Na quarta-feira (3), candidatos ao Senado Federal pelo Pará cumpriram agendas de campanha em Belém, Santarém e municípios do interior, com atividades que variaram de gravações e reuniões com lideranças a encontros com setores produtivos e panfletagens, evidenciando estratégias distintas para conquistar eleitores em um cenário de disputa acirrada.

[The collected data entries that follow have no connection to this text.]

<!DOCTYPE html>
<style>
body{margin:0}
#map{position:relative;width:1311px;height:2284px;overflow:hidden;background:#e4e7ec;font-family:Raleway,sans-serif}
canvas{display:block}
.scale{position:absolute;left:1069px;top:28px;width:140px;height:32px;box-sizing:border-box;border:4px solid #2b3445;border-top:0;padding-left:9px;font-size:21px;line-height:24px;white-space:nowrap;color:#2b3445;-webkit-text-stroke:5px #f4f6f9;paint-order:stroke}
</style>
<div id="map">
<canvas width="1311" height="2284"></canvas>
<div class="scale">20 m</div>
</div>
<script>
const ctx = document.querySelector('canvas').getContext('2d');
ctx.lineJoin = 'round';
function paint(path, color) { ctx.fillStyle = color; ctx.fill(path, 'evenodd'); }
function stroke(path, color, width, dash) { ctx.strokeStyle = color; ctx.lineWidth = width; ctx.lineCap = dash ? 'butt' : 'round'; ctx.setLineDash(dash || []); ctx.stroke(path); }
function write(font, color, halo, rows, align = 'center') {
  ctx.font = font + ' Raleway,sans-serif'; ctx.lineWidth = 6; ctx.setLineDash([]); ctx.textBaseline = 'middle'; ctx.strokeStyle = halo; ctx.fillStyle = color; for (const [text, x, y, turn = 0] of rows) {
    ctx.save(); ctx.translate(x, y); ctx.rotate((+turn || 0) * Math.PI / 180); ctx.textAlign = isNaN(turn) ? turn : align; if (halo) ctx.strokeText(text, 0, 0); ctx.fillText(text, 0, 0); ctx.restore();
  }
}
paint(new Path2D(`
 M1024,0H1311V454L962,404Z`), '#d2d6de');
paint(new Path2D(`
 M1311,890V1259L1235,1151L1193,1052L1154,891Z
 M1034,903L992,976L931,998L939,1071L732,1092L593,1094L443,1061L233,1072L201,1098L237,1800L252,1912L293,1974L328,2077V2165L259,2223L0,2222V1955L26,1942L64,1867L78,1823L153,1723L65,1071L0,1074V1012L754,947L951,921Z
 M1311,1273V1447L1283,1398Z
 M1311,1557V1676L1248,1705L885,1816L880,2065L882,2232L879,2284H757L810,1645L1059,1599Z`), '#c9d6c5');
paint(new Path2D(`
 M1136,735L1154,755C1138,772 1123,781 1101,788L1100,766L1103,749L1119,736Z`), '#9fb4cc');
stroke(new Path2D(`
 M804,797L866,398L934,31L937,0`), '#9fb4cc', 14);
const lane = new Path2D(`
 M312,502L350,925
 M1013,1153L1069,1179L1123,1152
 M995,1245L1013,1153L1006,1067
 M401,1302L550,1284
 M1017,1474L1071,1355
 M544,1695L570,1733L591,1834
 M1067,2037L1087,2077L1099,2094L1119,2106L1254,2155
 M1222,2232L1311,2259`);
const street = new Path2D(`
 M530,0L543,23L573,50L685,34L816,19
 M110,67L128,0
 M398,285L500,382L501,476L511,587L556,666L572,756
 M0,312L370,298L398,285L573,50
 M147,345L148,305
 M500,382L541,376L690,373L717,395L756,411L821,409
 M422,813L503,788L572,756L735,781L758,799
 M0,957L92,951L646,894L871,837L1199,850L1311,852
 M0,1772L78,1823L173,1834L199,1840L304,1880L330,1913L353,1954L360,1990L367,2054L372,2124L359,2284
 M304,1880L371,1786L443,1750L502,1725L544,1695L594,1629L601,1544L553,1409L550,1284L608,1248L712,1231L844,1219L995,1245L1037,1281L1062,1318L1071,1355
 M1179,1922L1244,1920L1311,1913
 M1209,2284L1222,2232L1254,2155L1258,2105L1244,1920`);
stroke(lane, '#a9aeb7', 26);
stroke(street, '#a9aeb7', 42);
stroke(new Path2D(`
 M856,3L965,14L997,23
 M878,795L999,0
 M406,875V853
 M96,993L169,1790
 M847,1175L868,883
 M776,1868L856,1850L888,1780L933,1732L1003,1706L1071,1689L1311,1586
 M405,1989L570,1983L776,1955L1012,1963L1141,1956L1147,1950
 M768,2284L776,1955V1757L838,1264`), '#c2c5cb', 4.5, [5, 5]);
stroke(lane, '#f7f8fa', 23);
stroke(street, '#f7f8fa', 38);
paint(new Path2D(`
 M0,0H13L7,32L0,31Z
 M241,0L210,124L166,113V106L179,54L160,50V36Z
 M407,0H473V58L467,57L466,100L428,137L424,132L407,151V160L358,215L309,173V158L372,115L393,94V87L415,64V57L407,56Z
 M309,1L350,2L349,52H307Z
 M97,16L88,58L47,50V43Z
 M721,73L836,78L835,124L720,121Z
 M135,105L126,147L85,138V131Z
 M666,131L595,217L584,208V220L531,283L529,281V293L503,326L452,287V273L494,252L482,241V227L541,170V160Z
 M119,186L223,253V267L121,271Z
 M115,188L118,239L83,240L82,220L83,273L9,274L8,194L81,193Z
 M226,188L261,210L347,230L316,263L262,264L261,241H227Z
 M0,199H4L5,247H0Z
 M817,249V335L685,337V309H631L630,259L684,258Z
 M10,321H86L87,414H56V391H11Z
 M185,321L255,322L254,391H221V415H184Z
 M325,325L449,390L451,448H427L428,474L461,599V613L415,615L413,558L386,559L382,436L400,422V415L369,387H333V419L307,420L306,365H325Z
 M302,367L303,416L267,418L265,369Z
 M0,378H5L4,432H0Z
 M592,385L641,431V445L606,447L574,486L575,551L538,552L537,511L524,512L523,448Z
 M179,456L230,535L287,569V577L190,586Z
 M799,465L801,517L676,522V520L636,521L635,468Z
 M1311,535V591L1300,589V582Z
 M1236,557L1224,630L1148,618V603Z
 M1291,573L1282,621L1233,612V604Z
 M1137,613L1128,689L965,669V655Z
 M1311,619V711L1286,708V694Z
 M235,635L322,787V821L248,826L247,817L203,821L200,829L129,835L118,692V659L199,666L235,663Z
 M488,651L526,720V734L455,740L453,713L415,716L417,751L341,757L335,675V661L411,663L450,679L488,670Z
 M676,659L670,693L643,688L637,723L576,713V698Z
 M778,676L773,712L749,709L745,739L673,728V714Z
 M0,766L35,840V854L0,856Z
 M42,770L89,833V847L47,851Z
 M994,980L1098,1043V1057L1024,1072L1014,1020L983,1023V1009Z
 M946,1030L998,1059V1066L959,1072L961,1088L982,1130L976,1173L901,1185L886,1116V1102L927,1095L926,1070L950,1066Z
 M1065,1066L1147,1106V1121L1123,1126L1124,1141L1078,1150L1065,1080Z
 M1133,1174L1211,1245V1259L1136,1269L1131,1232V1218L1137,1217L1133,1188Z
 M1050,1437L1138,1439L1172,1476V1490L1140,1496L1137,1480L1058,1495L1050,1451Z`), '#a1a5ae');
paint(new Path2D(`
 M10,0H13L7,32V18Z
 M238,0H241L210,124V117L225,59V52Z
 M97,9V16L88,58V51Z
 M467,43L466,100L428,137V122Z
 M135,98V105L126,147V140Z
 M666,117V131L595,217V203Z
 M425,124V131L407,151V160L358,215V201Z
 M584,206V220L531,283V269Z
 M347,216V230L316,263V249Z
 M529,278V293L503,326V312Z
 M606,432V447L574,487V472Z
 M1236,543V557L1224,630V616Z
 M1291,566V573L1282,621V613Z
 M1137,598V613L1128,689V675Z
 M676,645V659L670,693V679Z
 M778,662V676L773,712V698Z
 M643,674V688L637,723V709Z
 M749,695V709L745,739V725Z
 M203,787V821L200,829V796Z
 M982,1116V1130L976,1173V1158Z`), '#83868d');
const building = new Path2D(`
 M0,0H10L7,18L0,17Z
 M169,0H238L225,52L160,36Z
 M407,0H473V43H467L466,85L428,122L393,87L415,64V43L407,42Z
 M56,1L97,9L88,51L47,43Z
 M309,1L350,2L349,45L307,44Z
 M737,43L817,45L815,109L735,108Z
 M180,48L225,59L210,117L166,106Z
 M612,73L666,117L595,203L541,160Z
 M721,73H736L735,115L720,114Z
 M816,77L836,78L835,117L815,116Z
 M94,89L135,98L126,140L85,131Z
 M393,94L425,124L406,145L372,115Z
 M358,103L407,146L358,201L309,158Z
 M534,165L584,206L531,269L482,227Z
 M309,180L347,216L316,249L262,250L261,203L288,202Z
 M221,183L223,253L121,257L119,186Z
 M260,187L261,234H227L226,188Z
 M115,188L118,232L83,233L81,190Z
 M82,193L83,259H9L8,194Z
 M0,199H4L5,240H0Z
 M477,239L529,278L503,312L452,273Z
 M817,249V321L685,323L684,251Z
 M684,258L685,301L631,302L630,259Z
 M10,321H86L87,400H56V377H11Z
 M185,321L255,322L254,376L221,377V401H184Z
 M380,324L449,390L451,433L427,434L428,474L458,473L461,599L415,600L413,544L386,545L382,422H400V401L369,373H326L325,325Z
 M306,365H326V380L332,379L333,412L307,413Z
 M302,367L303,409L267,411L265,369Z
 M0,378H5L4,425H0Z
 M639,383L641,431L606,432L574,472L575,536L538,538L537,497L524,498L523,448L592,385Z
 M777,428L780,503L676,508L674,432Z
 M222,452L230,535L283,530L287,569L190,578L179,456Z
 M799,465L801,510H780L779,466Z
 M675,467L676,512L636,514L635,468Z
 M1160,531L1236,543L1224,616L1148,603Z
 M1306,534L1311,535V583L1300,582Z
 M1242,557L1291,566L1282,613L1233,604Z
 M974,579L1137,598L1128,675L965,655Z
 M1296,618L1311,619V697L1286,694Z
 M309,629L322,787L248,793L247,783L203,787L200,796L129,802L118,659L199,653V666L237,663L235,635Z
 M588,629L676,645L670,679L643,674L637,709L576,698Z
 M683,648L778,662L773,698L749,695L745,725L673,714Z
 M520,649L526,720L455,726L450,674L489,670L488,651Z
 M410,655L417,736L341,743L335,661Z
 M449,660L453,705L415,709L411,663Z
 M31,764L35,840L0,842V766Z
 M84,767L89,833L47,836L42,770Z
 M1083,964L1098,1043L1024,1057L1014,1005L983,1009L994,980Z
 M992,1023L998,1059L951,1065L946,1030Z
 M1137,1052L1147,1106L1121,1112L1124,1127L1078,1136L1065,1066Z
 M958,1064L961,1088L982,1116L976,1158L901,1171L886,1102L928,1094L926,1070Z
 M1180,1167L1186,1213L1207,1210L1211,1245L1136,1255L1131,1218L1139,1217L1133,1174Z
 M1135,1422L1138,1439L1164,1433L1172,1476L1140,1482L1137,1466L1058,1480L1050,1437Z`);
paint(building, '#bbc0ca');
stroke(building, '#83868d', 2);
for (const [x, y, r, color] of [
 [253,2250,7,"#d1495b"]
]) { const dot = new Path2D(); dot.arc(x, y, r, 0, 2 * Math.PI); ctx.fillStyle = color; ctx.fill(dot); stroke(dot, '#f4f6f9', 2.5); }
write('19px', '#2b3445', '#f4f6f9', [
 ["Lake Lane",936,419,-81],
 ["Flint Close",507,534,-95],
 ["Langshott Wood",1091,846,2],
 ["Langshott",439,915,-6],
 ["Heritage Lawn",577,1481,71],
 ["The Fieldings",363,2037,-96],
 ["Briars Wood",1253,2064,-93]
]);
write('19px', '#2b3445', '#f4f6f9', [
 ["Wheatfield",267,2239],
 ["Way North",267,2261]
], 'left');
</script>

Contexto Institucional e Agenda de Campanha
O s candidatos que disputam as vagas no Senado Federal pelo Pará exibiram rotinas de campanha bem definidas na quinta-feira (3), com Breno Guimarães gravando vídeos pela manhã e reunindo-se com a coordenação de campanha à tarde, enquanto Celso Sabino participou de reuniões com lideranças em Óbidos e Prainha, e Chicão manteve encontros com o setor produtivo e prefeitos em Santarém às 9h e 10h, seguido por uma carreata às 17h. Delegado Éder Mauro e Edlaine Rodrigues, por sua vez, não divulgaram agenda própria até o fechamento da matéria, enquanto Gizelle Freitas iniciou atividades às 7h30 com panfletagem na UEPA-CCB, prosseguindo com roda de conversa sobre os 20 anos da Lei Maria da Penha às 15h30 e nova ação de panfletagem às 18h no Hangar. Helder Barbalho reuniu-se com representantes do setor produtivo e prefeitos às 9h e 10h em Santarém, seguiu para Mojuí dos Campos às 13h e Belterra às 15h, finalizando o dia com outra carreata em Santarém às 18h. Lívia Noronha, Marcelino Conti e Zequinha Marinho cumpriram agenda em São Domingos do Capim, Nova Timboteua, São João de Pirabas e demais localidades sem horários específicos.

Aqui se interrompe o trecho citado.